====== Data extract ======

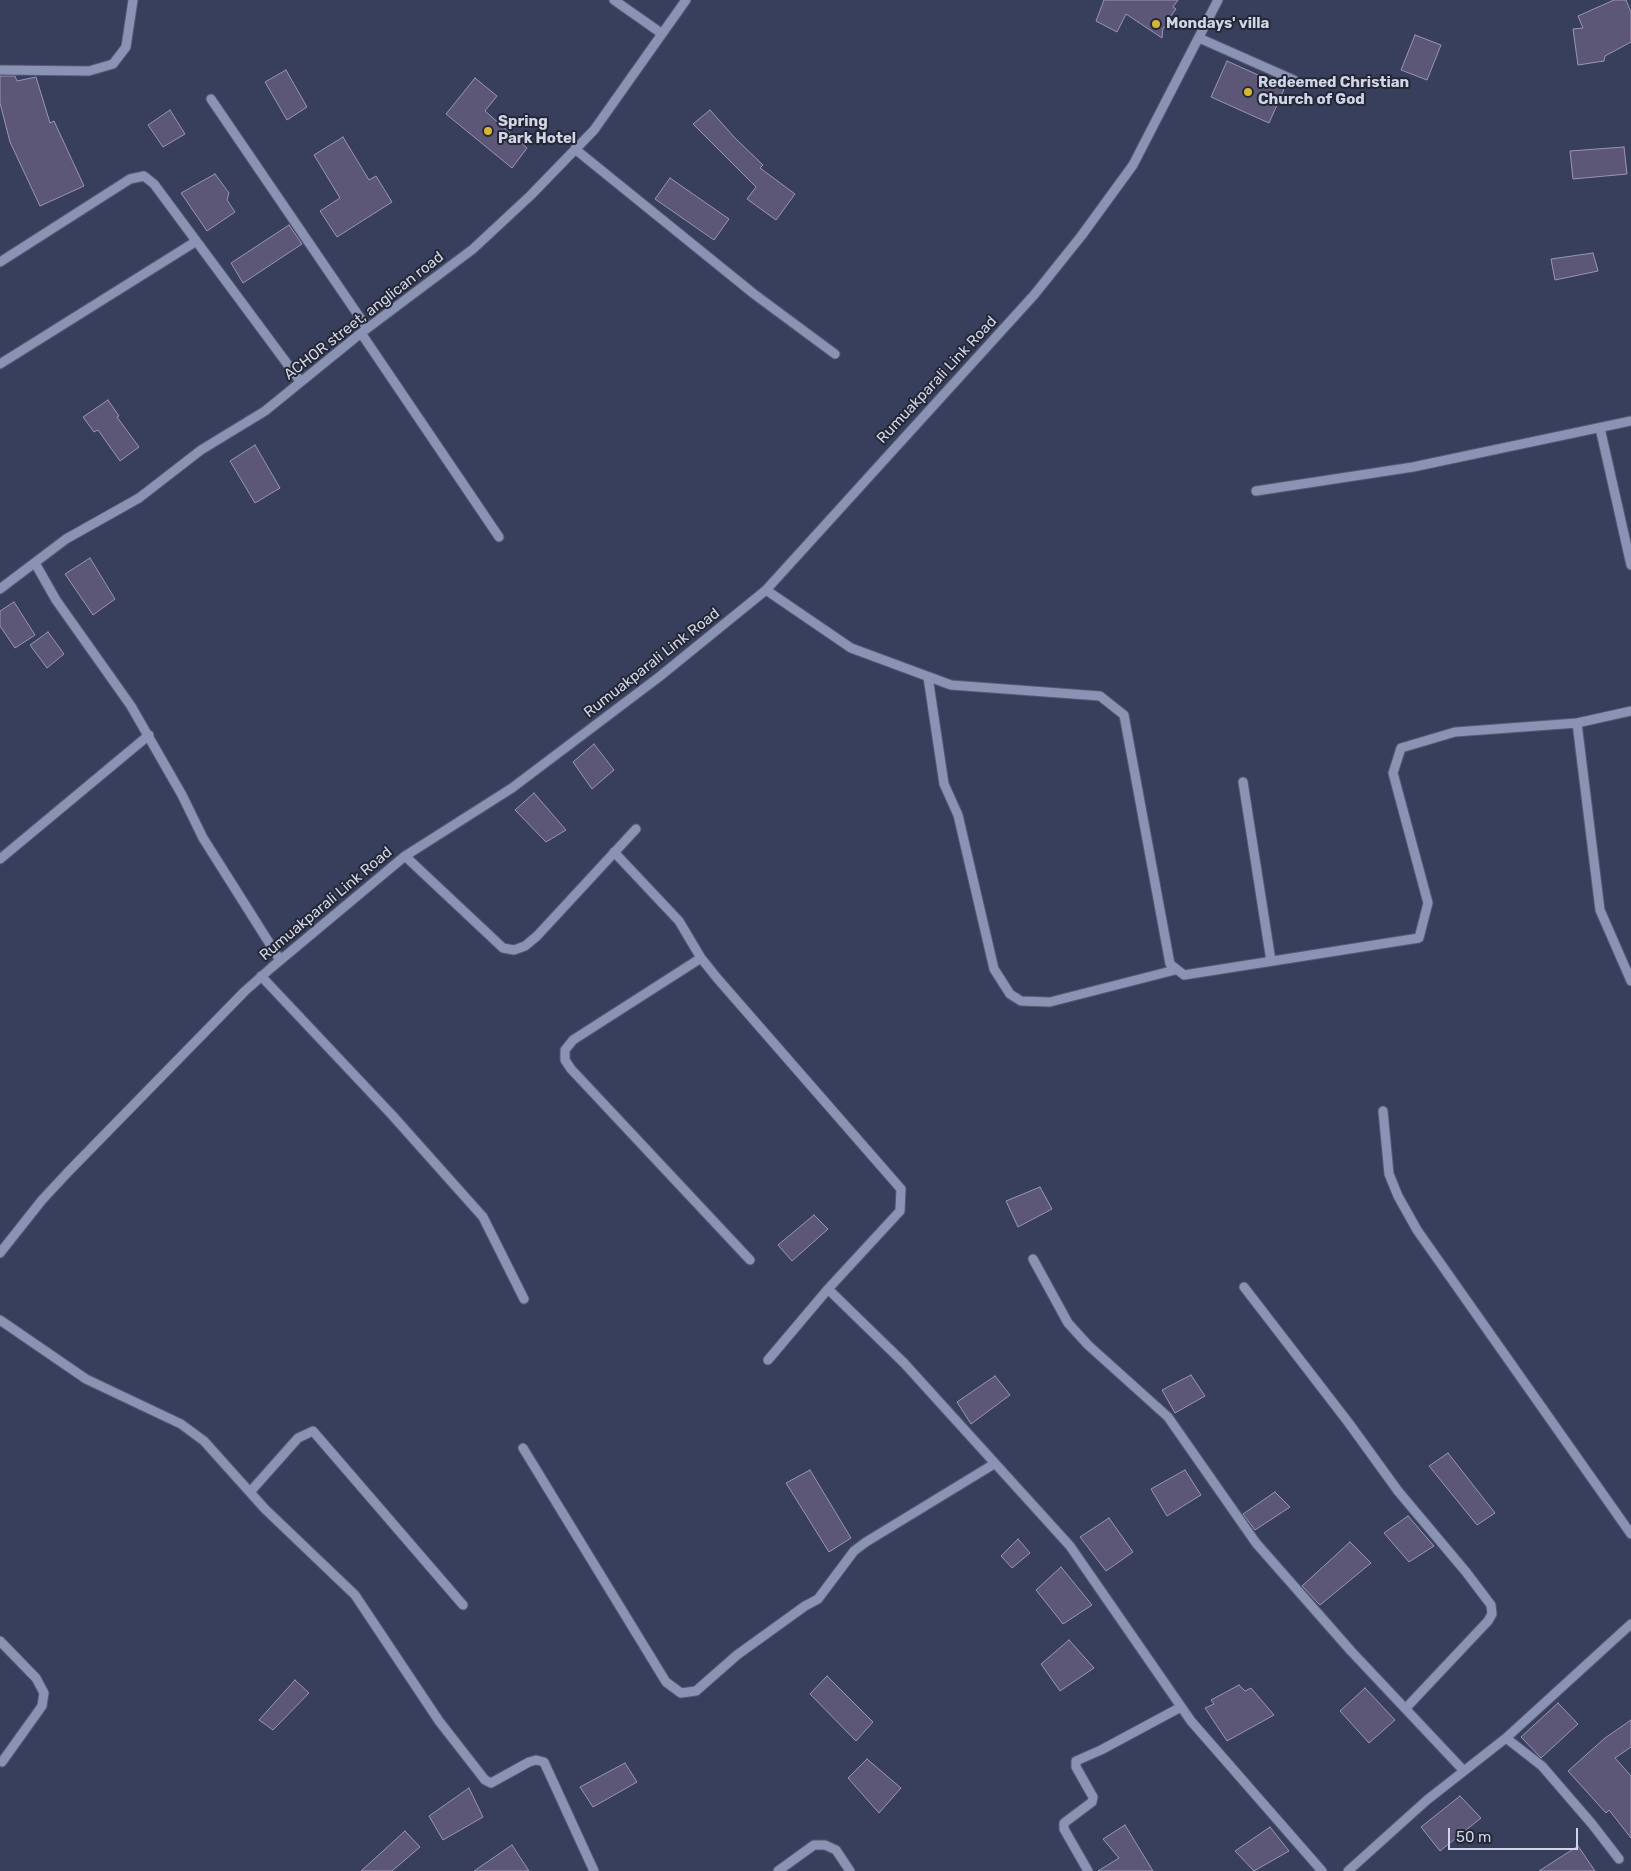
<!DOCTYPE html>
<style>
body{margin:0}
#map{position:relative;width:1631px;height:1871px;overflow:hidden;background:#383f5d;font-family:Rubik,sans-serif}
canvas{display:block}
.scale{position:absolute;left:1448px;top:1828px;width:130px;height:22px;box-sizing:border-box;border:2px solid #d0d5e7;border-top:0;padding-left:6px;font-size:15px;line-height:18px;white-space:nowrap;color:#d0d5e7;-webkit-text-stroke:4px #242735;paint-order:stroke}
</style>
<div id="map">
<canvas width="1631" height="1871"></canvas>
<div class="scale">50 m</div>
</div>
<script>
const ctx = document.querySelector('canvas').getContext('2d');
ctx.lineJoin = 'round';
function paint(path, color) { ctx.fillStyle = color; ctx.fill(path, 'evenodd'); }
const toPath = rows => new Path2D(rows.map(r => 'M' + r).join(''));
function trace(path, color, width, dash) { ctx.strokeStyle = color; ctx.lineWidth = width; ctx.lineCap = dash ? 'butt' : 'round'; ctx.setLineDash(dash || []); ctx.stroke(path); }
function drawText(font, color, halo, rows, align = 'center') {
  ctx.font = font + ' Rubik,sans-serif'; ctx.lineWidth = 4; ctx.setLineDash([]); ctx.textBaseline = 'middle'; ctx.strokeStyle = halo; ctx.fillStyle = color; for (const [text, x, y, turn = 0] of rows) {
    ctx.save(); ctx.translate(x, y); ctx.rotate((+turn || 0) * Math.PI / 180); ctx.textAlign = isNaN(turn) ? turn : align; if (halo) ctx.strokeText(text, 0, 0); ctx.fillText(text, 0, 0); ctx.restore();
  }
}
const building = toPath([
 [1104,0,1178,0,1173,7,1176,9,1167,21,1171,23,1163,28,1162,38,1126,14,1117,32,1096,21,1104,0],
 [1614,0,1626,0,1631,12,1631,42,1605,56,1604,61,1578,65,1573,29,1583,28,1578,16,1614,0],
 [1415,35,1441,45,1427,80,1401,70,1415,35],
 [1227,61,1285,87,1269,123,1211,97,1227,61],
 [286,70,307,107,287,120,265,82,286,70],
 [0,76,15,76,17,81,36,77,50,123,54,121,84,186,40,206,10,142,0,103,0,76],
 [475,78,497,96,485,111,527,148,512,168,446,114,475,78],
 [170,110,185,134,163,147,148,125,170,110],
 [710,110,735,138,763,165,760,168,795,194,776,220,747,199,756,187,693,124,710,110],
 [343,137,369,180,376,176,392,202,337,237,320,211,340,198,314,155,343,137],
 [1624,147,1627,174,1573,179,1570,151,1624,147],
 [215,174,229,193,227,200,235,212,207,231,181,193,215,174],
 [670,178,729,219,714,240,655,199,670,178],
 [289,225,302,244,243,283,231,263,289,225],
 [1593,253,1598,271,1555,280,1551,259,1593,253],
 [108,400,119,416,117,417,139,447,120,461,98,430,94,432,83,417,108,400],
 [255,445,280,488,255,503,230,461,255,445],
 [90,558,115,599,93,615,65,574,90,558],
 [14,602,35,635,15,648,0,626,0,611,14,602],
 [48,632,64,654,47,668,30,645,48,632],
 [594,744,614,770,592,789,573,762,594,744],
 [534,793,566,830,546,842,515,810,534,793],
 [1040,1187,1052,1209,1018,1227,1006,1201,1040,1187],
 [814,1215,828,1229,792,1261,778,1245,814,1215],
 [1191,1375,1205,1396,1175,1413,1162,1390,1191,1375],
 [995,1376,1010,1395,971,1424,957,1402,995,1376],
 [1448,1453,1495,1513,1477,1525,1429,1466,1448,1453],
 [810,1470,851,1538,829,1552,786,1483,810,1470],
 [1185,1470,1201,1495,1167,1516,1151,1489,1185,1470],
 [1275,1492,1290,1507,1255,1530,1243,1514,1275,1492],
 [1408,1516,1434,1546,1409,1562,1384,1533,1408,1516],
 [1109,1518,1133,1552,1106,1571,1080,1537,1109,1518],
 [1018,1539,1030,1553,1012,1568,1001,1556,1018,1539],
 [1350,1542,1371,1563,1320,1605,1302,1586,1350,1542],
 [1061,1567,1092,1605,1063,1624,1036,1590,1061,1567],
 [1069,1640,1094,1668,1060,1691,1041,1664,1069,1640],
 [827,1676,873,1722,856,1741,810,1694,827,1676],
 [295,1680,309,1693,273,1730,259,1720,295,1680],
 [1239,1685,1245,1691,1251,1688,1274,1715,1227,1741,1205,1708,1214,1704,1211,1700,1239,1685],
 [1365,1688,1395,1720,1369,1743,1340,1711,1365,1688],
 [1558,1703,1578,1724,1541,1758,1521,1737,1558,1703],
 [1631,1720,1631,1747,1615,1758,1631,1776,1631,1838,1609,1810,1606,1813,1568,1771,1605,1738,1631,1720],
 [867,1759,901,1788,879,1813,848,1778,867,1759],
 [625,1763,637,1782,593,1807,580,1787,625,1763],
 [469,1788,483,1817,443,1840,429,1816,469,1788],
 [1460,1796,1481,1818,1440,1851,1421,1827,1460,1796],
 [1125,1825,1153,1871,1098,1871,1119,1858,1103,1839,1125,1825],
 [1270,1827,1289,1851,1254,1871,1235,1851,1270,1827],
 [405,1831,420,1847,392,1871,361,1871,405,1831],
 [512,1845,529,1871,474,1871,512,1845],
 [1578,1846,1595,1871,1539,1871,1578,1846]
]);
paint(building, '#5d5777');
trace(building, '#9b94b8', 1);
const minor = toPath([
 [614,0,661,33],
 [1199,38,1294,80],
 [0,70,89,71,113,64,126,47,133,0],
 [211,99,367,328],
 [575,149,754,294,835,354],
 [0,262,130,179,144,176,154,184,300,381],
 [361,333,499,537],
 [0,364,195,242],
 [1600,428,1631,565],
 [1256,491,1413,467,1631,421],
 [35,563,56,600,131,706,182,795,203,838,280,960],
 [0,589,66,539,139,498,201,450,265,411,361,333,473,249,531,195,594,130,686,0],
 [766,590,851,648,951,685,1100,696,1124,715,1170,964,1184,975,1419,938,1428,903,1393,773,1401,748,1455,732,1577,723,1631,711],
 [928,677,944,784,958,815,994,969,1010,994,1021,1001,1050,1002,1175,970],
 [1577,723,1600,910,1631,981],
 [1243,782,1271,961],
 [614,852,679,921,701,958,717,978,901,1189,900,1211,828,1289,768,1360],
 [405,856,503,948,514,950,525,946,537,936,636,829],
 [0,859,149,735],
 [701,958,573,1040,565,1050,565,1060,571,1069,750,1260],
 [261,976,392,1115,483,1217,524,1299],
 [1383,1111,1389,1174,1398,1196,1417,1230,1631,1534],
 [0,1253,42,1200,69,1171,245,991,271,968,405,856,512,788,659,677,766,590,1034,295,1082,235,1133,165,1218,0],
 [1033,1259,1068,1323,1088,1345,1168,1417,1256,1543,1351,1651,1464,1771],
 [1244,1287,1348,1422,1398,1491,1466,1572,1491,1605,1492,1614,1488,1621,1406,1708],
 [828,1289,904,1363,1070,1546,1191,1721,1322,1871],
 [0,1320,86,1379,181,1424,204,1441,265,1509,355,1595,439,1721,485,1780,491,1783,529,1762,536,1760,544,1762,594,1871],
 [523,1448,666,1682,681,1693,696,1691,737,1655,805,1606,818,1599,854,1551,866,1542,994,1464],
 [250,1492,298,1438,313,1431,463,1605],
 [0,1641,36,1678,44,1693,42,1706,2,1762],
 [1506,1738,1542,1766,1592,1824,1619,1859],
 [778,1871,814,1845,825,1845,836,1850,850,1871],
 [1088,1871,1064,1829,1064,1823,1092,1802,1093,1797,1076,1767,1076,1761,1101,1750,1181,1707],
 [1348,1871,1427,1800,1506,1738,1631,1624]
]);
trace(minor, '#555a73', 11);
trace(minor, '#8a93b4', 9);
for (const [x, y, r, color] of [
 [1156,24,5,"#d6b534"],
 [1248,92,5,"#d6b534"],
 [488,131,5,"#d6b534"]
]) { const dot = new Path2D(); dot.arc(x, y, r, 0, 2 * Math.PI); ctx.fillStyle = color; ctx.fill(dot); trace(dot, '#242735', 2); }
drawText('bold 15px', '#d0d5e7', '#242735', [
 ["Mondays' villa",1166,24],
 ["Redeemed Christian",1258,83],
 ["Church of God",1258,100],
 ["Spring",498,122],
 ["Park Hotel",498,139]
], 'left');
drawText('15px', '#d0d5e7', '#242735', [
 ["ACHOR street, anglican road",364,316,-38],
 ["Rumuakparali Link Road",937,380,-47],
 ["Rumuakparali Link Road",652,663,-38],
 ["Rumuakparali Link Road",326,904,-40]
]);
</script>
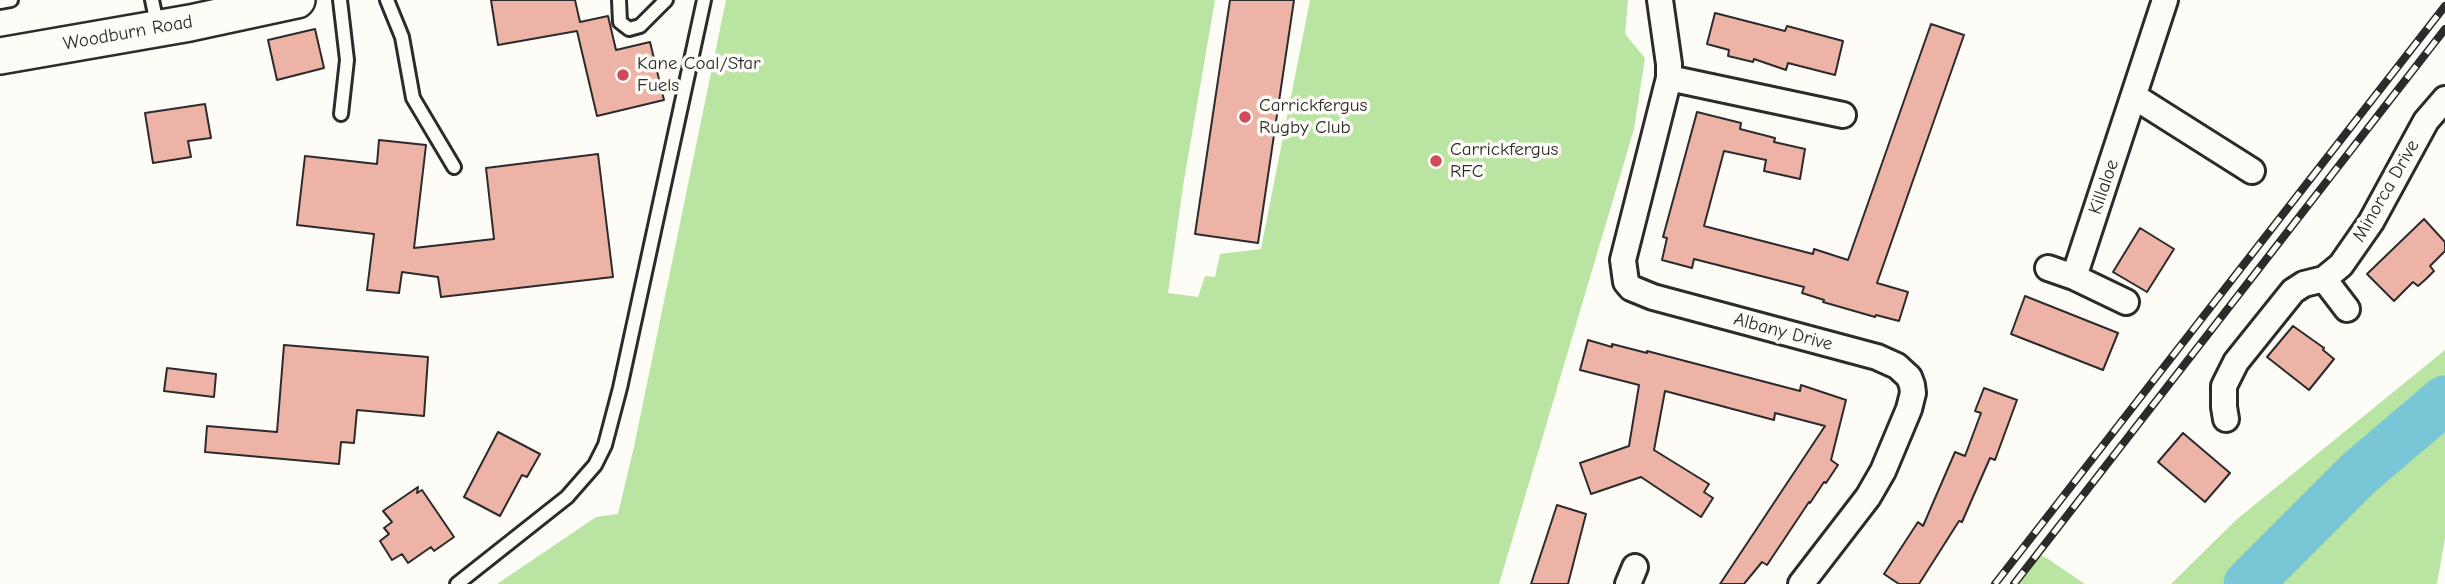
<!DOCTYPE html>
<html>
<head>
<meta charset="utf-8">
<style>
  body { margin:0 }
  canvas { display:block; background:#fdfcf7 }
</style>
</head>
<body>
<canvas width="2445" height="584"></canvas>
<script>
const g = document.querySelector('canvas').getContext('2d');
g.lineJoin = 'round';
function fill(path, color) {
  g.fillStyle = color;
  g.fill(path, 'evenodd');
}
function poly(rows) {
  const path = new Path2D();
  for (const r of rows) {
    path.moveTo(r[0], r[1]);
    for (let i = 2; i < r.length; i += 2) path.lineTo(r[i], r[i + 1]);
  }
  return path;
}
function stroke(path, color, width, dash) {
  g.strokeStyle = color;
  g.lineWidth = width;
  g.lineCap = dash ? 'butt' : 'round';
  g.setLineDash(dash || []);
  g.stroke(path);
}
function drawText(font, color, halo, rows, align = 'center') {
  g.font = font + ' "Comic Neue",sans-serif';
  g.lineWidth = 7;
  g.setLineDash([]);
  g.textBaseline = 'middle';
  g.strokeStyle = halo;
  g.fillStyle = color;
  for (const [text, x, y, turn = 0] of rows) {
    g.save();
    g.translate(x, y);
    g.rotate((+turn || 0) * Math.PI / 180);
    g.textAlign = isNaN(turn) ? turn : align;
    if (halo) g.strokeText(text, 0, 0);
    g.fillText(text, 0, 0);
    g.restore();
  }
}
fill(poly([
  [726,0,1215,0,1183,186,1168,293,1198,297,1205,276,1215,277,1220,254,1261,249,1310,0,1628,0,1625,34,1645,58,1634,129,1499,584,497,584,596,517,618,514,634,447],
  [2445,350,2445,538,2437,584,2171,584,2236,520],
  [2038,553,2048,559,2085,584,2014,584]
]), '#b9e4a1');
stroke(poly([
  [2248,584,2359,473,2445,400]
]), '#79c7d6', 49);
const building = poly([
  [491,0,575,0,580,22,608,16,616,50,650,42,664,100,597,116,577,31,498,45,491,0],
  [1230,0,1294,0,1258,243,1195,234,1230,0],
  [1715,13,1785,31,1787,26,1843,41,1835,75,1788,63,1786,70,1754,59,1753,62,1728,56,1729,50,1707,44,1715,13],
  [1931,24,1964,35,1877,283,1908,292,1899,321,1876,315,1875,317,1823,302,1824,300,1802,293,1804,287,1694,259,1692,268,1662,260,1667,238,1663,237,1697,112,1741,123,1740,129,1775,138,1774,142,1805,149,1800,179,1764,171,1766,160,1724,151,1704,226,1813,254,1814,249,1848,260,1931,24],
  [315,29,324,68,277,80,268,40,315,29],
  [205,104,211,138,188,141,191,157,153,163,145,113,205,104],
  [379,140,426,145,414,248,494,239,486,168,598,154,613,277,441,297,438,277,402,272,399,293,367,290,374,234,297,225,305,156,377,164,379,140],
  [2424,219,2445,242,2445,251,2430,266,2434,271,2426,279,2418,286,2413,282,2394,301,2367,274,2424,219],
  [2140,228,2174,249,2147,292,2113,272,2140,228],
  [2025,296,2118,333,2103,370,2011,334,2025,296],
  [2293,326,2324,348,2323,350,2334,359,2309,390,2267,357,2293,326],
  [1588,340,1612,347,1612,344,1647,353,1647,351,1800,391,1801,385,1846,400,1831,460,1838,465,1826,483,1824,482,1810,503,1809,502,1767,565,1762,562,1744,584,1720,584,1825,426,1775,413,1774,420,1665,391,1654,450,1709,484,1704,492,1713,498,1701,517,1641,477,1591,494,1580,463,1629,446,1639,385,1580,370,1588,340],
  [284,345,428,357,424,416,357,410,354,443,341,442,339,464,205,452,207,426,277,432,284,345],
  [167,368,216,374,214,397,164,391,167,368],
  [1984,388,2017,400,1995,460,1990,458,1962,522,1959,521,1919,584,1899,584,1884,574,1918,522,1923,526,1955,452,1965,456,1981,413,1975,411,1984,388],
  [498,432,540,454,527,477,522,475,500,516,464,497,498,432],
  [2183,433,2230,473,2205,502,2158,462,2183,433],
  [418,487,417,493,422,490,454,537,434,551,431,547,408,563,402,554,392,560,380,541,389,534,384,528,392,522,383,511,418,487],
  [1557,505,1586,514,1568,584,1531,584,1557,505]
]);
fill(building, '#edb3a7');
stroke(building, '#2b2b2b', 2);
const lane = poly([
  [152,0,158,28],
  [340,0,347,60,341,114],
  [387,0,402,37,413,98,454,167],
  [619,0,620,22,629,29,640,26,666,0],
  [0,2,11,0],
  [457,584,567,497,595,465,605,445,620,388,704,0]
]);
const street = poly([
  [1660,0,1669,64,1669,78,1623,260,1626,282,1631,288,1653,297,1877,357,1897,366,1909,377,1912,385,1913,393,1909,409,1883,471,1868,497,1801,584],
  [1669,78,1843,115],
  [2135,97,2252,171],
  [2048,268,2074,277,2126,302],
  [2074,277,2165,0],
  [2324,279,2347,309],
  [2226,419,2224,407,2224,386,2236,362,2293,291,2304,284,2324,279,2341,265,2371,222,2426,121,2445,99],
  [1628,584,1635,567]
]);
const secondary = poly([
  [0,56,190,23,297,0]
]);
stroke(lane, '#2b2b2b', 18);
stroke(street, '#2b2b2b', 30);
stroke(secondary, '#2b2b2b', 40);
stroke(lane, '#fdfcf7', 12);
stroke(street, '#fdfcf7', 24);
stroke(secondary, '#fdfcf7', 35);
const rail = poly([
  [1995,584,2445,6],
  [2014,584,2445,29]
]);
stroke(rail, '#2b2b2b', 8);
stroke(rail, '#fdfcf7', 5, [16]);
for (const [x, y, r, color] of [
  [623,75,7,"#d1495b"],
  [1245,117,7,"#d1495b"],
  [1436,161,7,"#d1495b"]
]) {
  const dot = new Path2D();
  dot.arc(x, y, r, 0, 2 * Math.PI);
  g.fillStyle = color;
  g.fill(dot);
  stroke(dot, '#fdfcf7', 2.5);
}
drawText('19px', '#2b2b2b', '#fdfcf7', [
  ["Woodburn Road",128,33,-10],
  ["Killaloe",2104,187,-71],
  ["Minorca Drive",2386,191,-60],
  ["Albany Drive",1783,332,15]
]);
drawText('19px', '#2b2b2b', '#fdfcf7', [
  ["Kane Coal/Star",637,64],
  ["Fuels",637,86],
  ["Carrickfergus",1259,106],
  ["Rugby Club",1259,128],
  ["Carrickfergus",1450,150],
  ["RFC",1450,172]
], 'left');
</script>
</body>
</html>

======

**The task**
A complete answer reproduces every line of the records in which the word "lineCap" occurs.

**Result below**
function trace(path, color, width, dash) { ctx.strokeStyle = color; ctx.lineWidth = width; ctx.lineCap = dash ? 'butt' : 'round'; ctx.setLineDash(dash || []); ctx.stroke(path); }
  g.lineCap = dash ? 'butt' : 'round';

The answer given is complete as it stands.